SOURCE DATA below:

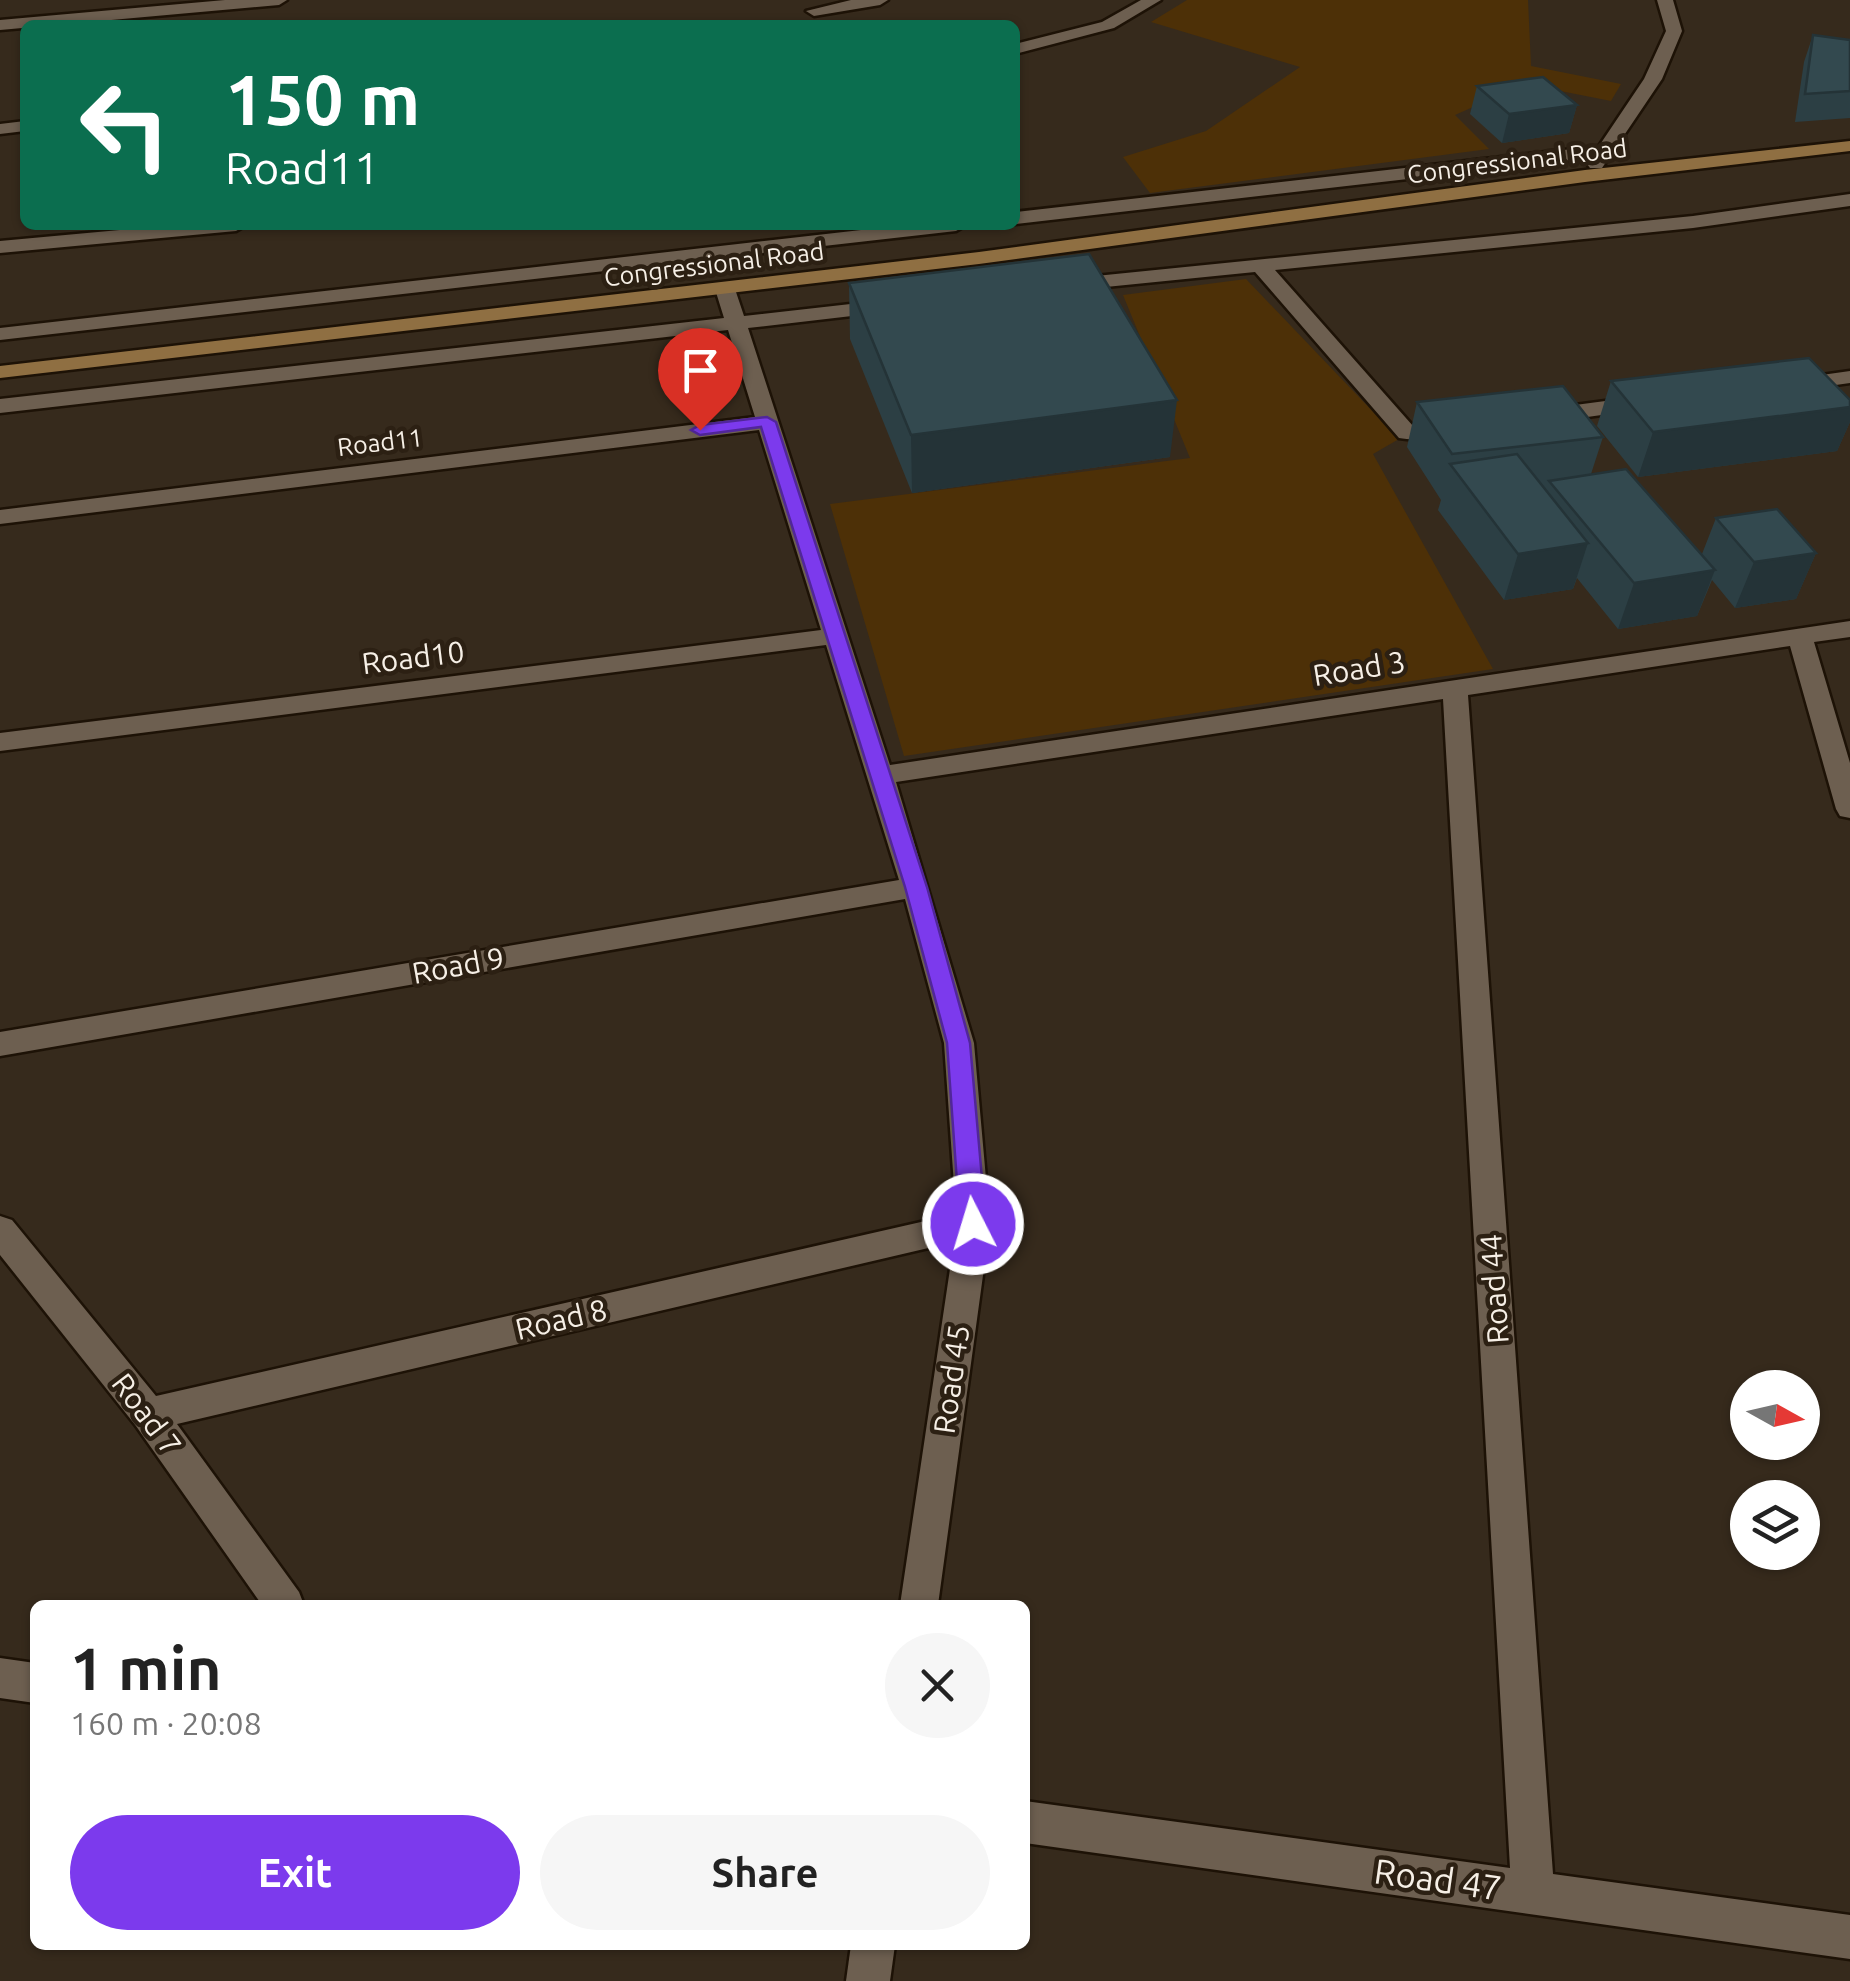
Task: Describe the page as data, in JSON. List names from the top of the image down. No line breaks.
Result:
{"streets":{"main road":["Congressional Road"],"street":["Road11","Road10","Road 3","Road 9","Road 44","Road 8","Road 45","Road 7","Road 47"]},"crossings":[["Congressional Road","Road 45"],["Road11","Road 45"],["Road10","Road 45"],["Road 3","Road 44"],["Road 3","Road 45"],["Road 9","Road 45"],["Road 44","Road 47"],["Road 8","Road 45"],["Road 8","Road 7"]],"north":"right","page":{"turn":["150 m","Road11"],"heading":["1 min","160 m · 20:08"],"buttons":["Exit","Share"]}}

End of SOURCE DATA.

* [TASK INSTRUCTIONS] Set down every line above exactly, pictures excluded.

* [SOLUTION TO THIS TASK]
Task: Describe the page as data, in JSON. List names from the top of the image down. No line breaks.
Result:
{"streets":{"main road":["Congressional Road"],"street":["Road11","Road10","Road 3","Road 9","Road 44","Road 8","Road 45","Road 7","Road 47"]},"crossings":[["Congressional Road","Road 45"],["Road11","Road 45"],["Road10","Road 45"],["Road 3","Road 44"],["Road 3","Road 45"],["Road 9","Road 45"],["Road 44","Road 47"],["Road 8","Road 45"],["Road 8","Road 7"]],"north":"right","page":{"turn":["150 m","Road11"],"heading":["1 min","160 m · 20:08"],"buttons":["Exit","Share"]}}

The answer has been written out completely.